Your goal: Scan the records for the string "Keep"; copy each line where it occurs.

== Records to use

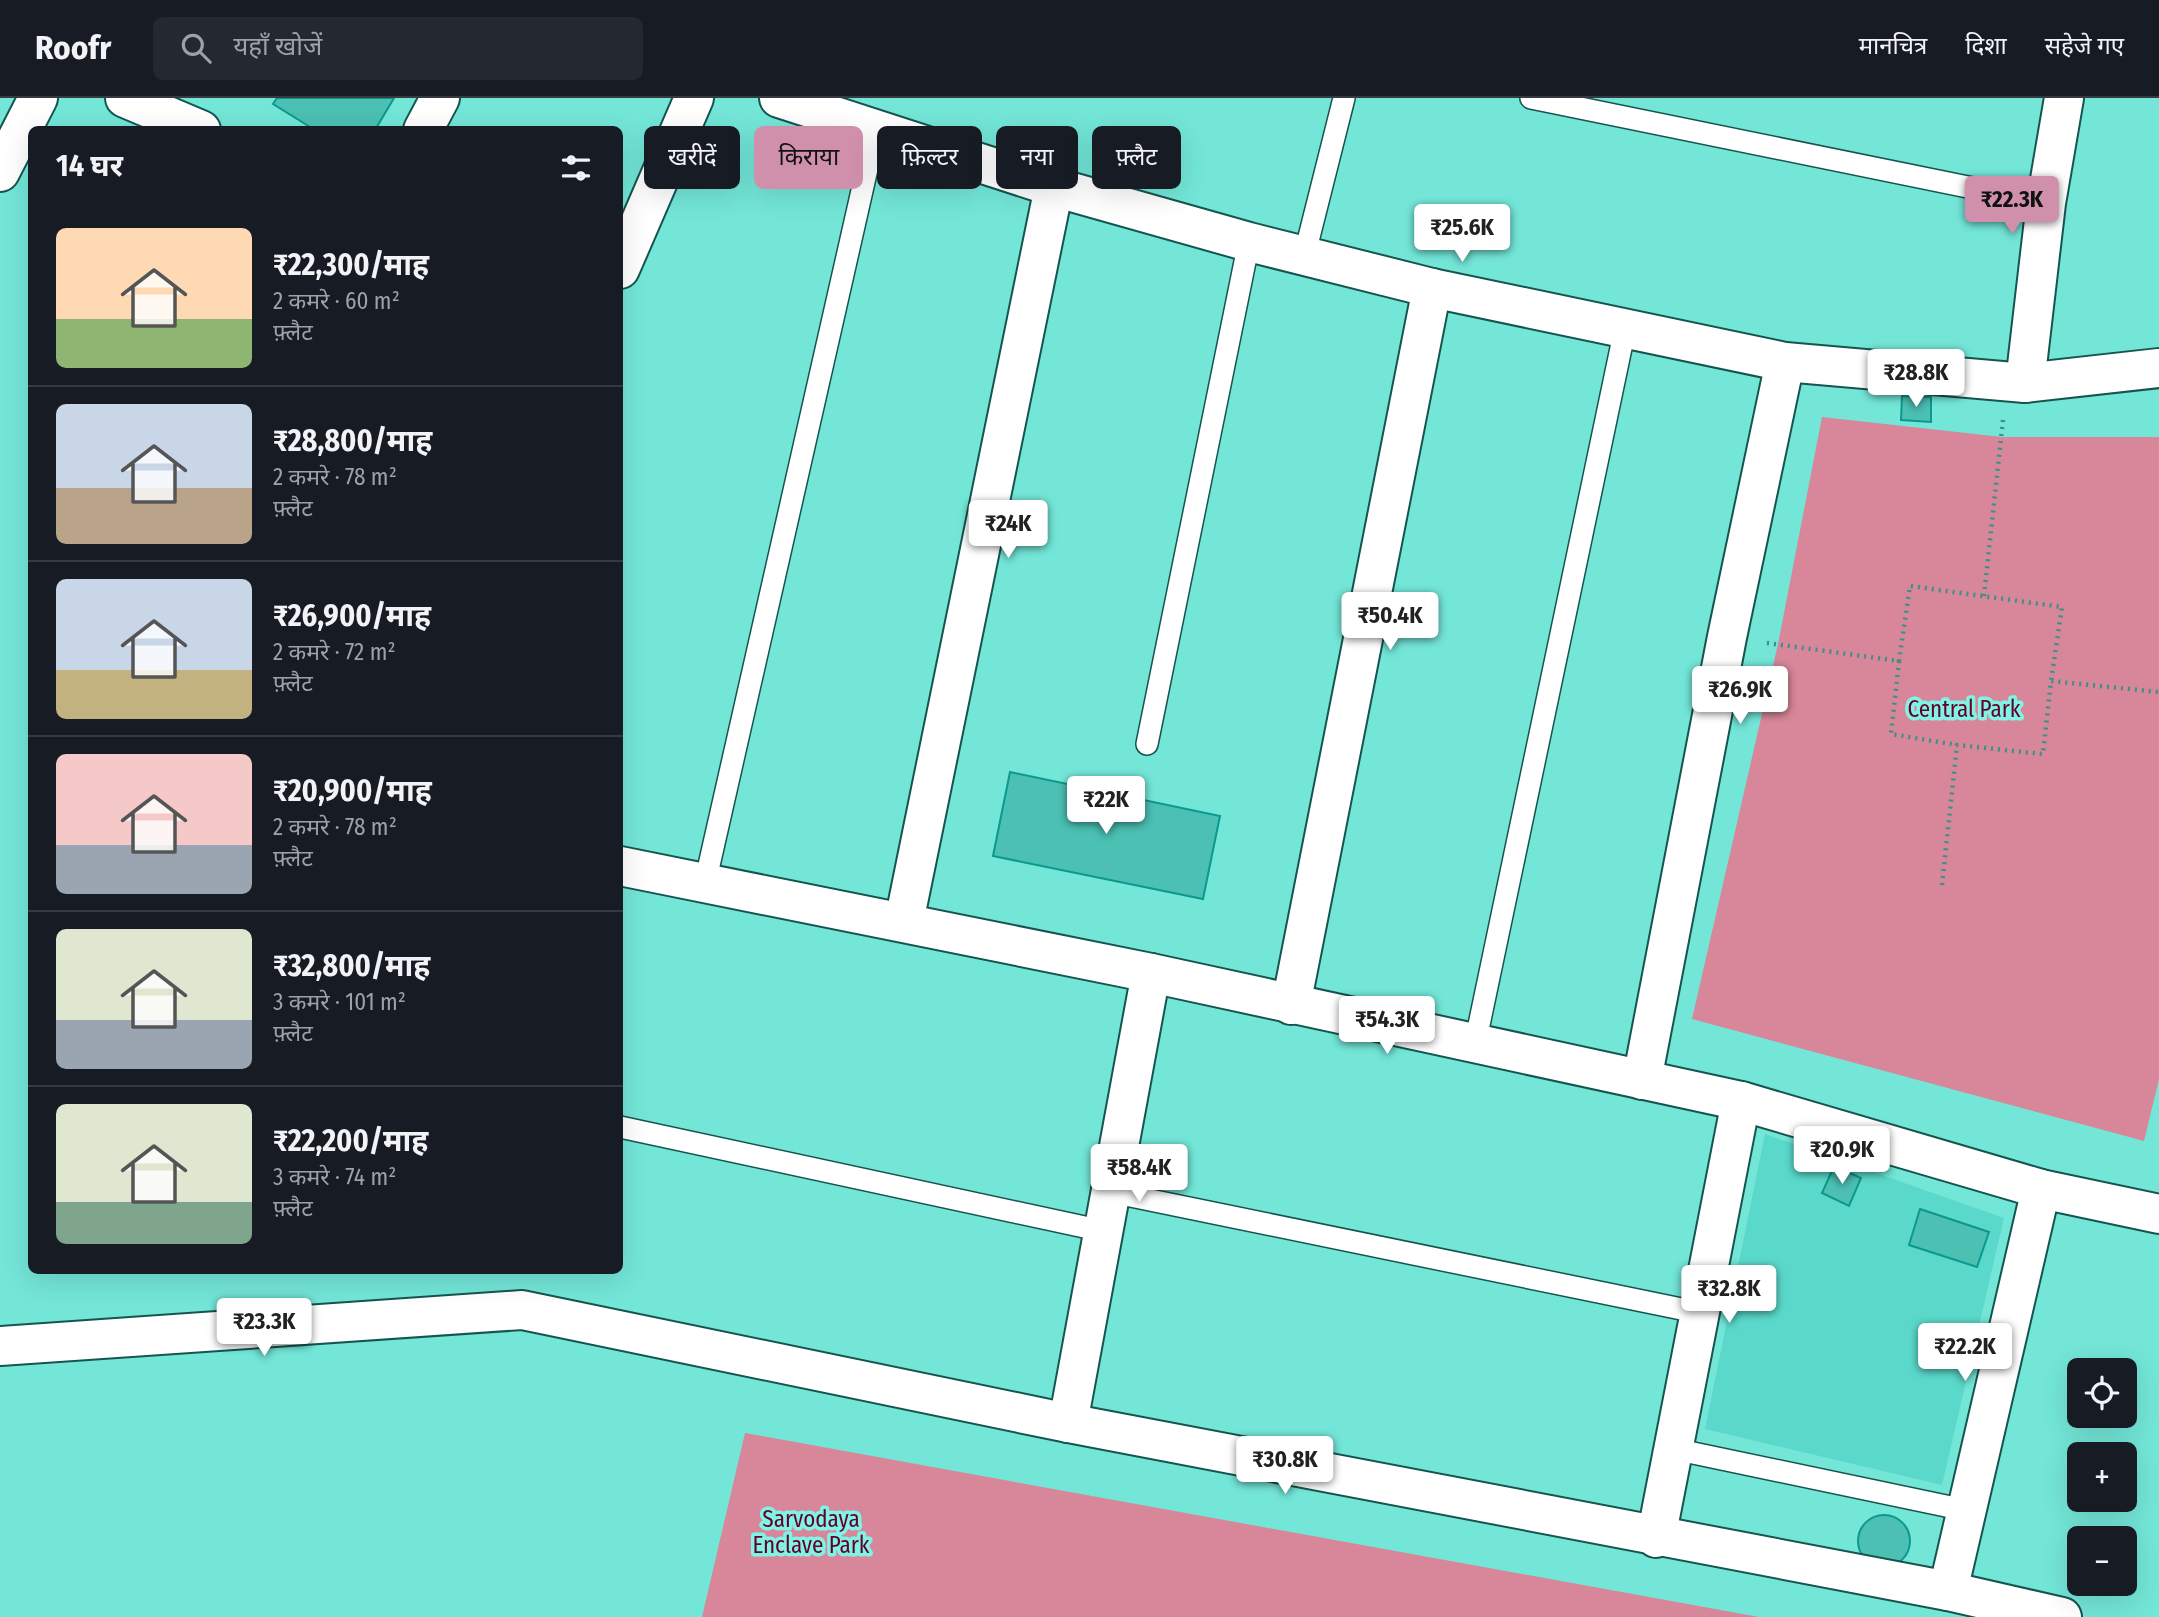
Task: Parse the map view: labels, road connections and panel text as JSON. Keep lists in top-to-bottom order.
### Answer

====
== Records to use

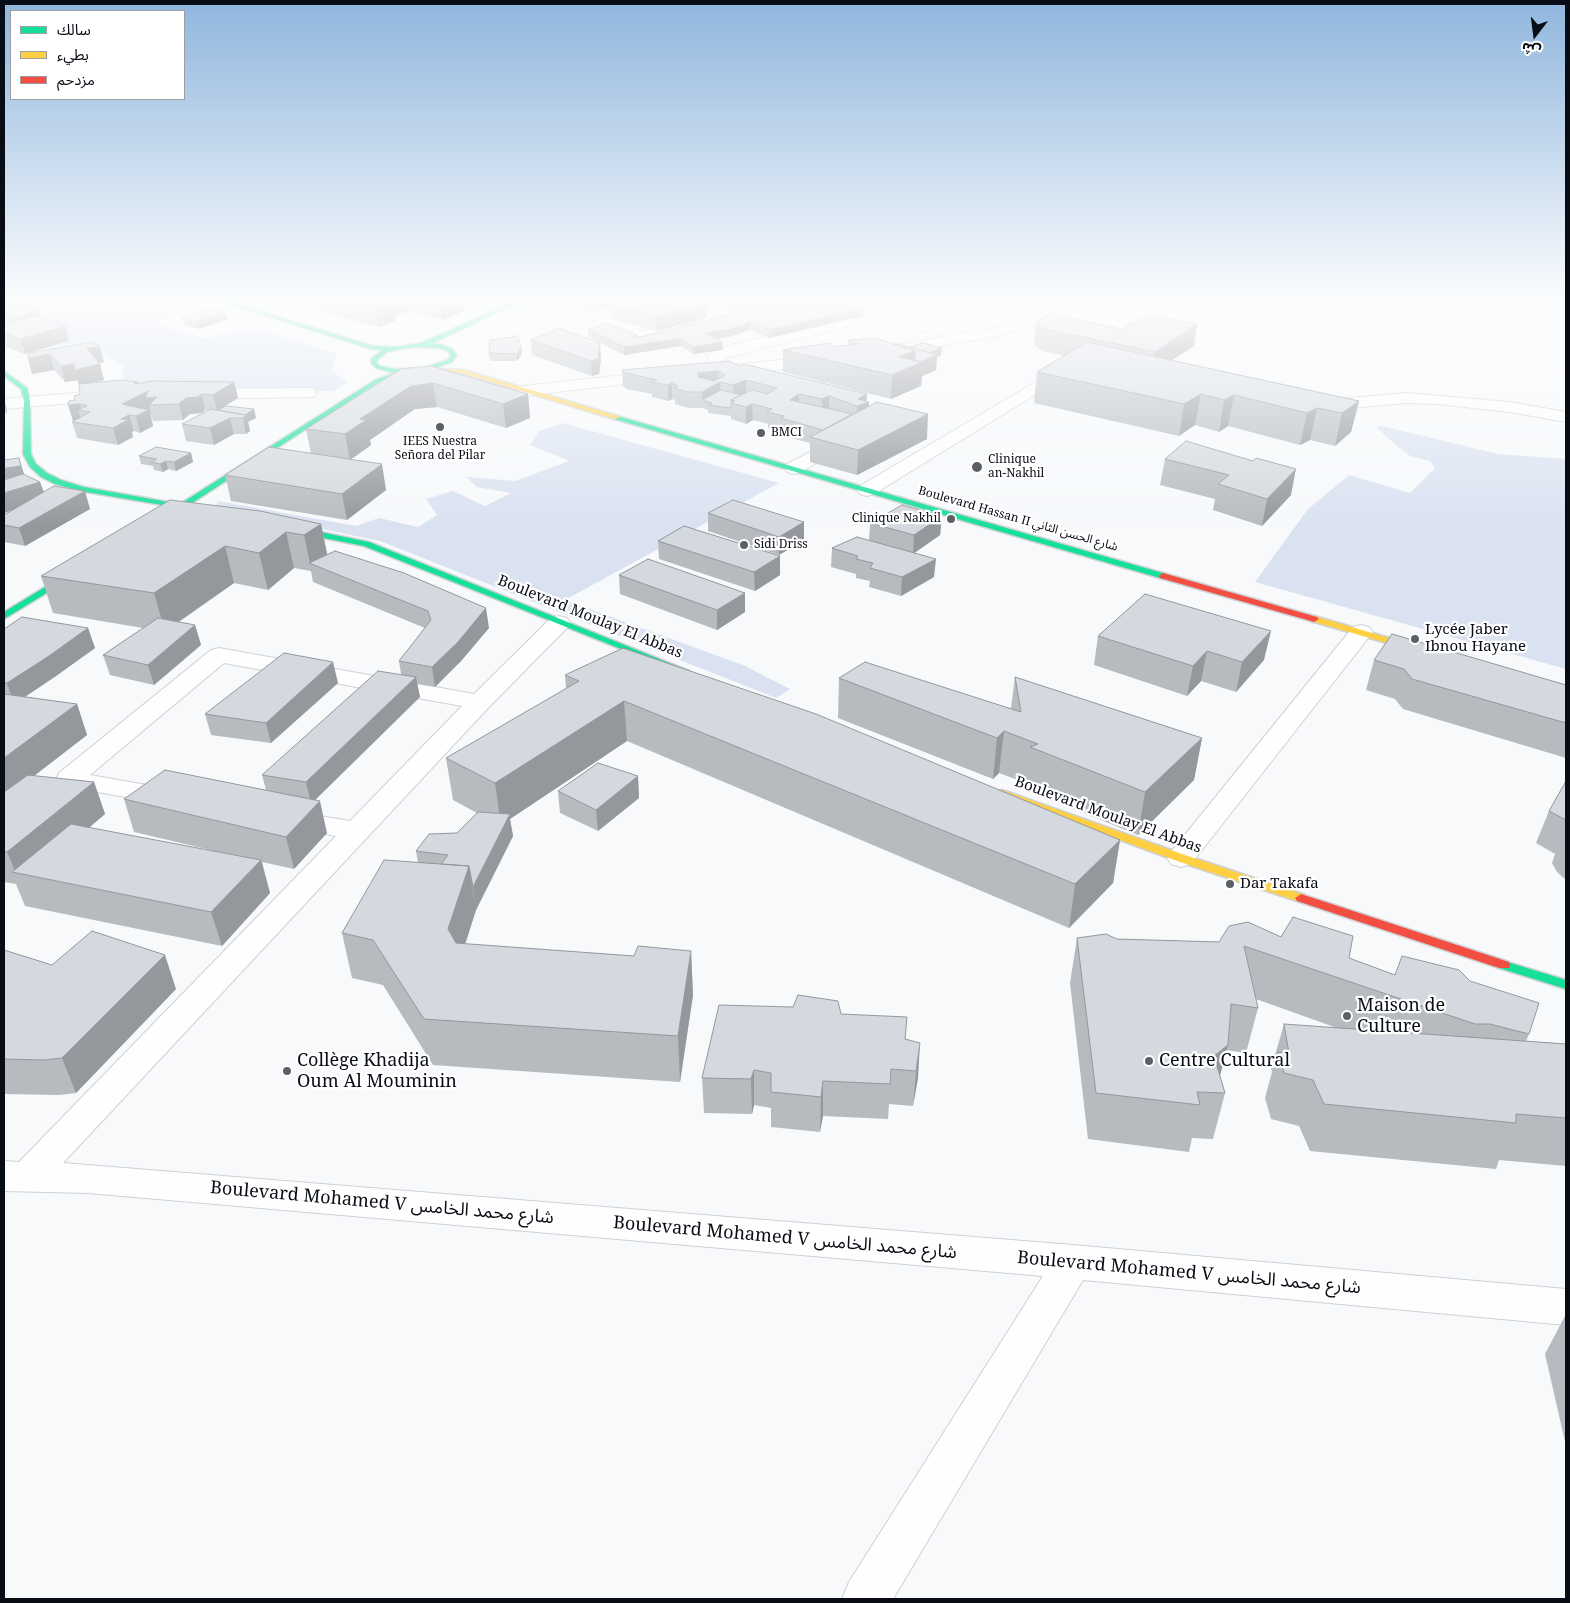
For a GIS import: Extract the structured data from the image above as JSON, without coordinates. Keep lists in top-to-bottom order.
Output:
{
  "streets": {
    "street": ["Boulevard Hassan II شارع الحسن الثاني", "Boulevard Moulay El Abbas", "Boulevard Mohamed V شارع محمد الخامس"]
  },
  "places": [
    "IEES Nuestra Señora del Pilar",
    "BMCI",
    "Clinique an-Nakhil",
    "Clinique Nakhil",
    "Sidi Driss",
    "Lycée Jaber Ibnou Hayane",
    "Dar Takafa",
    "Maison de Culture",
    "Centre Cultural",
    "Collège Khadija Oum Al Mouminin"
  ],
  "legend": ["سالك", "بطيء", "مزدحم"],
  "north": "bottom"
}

====

Response for this exercise:
Task: Parse the map view: labels, road connections and panel text as JSON. Keep lists in top-to-bottom order.
For a GIS import: Extract the structured data from the image above as JSON, without coordinates. Keep lists in top-to-bottom order.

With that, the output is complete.